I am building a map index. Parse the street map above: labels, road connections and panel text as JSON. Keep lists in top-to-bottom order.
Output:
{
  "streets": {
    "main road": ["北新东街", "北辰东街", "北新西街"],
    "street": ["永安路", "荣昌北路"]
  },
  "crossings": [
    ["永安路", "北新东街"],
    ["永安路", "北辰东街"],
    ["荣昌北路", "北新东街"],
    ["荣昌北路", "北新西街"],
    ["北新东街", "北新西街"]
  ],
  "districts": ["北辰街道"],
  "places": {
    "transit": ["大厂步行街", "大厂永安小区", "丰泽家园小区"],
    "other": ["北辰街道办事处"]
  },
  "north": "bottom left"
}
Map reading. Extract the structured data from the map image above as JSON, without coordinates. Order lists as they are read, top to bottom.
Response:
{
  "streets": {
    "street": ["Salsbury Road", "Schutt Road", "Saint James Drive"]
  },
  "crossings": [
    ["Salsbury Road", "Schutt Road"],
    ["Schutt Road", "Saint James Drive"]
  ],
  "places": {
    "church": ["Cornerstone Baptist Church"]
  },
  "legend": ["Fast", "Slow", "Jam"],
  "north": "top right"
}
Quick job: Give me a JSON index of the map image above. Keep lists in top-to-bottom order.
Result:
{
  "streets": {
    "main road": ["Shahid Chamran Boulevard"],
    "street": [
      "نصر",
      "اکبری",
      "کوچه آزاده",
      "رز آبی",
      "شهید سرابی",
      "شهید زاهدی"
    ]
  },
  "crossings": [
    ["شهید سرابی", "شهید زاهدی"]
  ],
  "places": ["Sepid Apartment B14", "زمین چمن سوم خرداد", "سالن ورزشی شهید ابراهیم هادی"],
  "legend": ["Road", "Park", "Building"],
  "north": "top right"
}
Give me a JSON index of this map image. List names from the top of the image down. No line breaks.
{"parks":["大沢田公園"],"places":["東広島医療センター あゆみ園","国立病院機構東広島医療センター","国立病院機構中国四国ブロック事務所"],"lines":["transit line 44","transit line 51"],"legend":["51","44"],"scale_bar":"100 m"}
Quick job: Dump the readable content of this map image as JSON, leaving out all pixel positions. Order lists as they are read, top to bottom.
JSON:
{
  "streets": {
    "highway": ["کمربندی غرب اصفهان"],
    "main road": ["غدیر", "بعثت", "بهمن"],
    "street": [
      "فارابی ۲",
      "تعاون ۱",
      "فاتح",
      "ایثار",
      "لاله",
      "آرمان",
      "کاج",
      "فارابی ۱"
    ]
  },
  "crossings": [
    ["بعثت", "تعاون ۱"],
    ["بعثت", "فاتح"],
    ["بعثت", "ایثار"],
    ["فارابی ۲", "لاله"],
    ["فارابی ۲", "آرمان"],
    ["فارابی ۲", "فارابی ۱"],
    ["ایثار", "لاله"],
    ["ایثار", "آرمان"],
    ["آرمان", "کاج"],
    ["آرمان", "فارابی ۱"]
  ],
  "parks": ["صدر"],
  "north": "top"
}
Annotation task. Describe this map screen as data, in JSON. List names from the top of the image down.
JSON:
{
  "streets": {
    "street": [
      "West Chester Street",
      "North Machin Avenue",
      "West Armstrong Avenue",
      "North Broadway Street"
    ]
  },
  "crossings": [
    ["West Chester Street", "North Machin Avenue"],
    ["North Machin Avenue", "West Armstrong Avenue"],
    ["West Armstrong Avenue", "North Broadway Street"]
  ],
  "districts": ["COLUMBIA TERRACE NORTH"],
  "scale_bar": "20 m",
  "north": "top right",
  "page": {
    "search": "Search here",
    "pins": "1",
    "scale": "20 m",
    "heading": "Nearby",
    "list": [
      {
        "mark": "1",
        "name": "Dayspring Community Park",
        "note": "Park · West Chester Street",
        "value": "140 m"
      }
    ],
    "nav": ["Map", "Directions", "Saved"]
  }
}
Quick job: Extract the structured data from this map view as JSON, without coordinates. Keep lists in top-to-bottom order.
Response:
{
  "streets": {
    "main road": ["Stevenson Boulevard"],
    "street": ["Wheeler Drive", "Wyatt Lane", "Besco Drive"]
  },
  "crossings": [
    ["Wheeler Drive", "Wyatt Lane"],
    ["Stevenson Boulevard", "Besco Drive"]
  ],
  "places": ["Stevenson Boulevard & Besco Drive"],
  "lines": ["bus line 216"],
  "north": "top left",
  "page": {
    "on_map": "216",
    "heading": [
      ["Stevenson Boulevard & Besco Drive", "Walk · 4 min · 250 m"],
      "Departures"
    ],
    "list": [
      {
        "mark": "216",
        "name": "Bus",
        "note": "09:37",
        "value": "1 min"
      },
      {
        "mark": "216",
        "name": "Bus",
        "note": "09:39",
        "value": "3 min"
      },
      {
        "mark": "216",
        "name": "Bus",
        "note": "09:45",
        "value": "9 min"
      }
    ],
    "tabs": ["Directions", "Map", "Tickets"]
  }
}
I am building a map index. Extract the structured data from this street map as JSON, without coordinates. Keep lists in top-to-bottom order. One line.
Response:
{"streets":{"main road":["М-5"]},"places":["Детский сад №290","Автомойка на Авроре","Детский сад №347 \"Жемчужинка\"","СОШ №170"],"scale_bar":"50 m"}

### PROBLEM
Reproduce the entries exactly as they appear.

### RESULT OF THIS EXERCISE
I am building a map index. Parse the street map above: labels, road connections and panel text as JSON. Keep lists in top-to-bottom order.
Output:
{
  "streets": {
    "main road": ["北新东街", "北辰东街", "北新西街"],
    "street": ["永安路", "荣昌北路"]
  },
  "crossings": [
    ["永安路", "北新东街"],
    ["永安路", "北辰东街"],
    ["荣昌北路", "北新东街"],
    ["荣昌北路", "北新西街"],
    ["北新东街", "北新西街"]
  ],
  "districts": ["北辰街道"],
  "places": {
    "transit": ["大厂步行街", "大厂永安小区", "丰泽家园小区"],
    "other": ["北辰街道办事处"]
  },
  "north": "bottom left"
}
Map reading. Extract the structured data from the map image above as JSON, without coordinates. Order lists as they are read, top to bottom.
Response:
{
  "streets": {
    "street": ["Salsbury Road", "Schutt Road", "Saint James Drive"]
  },
  "crossings": [
    ["Salsbury Road", "Schutt Road"],
    ["Schutt Road", "Saint James Drive"]
  ],
  "places": {
    "church": ["Cornerstone Baptist Church"]
  },
  "legend": ["Fast", "Slow", "Jam"],
  "north": "top right"
}
Quick job: Give me a JSON index of the map image above. Keep lists in top-to-bottom order.
Result:
{
  "streets": {
    "main road": ["Shahid Chamran Boulevard"],
    "street": [
      "نصر",
      "اکبری",
      "کوچه آزاده",
      "رز آبی",
      "شهید سرابی",
      "شهید زاهدی"
    ]
  },
  "crossings": [
    ["شهید سرابی", "شهید زاهدی"]
  ],
  "places": ["Sepid Apartment B14", "زمین چمن سوم خرداد", "سالن ورزشی شهید ابراهیم هادی"],
  "legend": ["Road", "Park", "Building"],
  "north": "top right"
}
Give me a JSON index of this map image. List names from the top of the image down. No line breaks.
{"parks":["大沢田公園"],"places":["東広島医療センター あゆみ園","国立病院機構東広島医療センター","国立病院機構中国四国ブロック事務所"],"lines":["transit line 44","transit line 51"],"legend":["51","44"],"scale_bar":"100 m"}
Quick job: Dump the readable content of this map image as JSON, leaving out all pixel positions. Order lists as they are read, top to bottom.
JSON:
{
  "streets": {
    "highway": ["کمربندی غرب اصفهان"],
    "main road": ["غدیر", "بعثت", "بهمن"],
    "street": [
      "فارابی ۲",
      "تعاون ۱",
      "فاتح",
      "ایثار",
      "لاله",
      "آرمان",
      "کاج",
      "فارابی ۱"
    ]
  },
  "crossings": [
    ["بعثت", "تعاون ۱"],
    ["بعثت", "فاتح"],
    ["بعثت", "ایثار"],
    ["فارابی ۲", "لاله"],
    ["فارابی ۲", "آرمان"],
    ["فارابی ۲", "فارابی ۱"],
    ["ایثار", "لاله"],
    ["ایثار", "آرمان"],
    ["آرمان", "کاج"],
    ["آرمان", "فارابی ۱"]
  ],
  "parks": ["صدر"],
  "north": "top"
}
Annotation task. Describe this map screen as data, in JSON. List names from the top of the image down.
JSON:
{
  "streets": {
    "street": [
      "West Chester Street",
      "North Machin Avenue",
      "West Armstrong Avenue",
      "North Broadway Street"
    ]
  },
  "crossings": [
    ["West Chester Street", "North Machin Avenue"],
    ["North Machin Avenue", "West Armstrong Avenue"],
    ["West Armstrong Avenue", "North Broadway Street"]
  ],
  "districts": ["COLUMBIA TERRACE NORTH"],
  "scale_bar": "20 m",
  "north": "top right",
  "page": {
    "search": "Search here",
    "pins": "1",
    "scale": "20 m",
    "heading": "Nearby",
    "list": [
      {
        "mark": "1",
        "name": "Dayspring Community Park",
        "note": "Park · West Chester Street",
        "value": "140 m"
      }
    ],
    "nav": ["Map", "Directions", "Saved"]
  }
}
Quick job: Extract the structured data from this map view as JSON, without coordinates. Keep lists in top-to-bottom order.
Response:
{
  "streets": {
    "main road": ["Stevenson Boulevard"],
    "street": ["Wheeler Drive", "Wyatt Lane", "Besco Drive"]
  },
  "crossings": [
    ["Wheeler Drive", "Wyatt Lane"],
    ["Stevenson Boulevard", "Besco Drive"]
  ],
  "places": ["Stevenson Boulevard & Besco Drive"],
  "lines": ["bus line 216"],
  "north": "top left",
  "page": {
    "on_map": "216",
    "heading": [
      ["Stevenson Boulevard & Besco Drive", "Walk · 4 min · 250 m"],
      "Departures"
    ],
    "list": [
      {
        "mark": "216",
        "name": "Bus",
        "note": "09:37",
        "value": "1 min"
      },
      {
        "mark": "216",
        "name": "Bus",
        "note": "09:39",
        "value": "3 min"
      },
      {
        "mark": "216",
        "name": "Bus",
        "note": "09:45",
        "value": "9 min"
      }
    ],
    "tabs": ["Directions", "Map", "Tickets"]
  }
}
I am building a map index. Extract the structured data from this street map as JSON, without coordinates. Keep lists in top-to-bottom order. One line.
Response:
{"streets":{"main road":["М-5"]},"places":["Детский сад №290","Автомойка на Авроре","Детский сад №347 \"Жемчужинка\"","СОШ №170"],"scale_bar":"50 m"}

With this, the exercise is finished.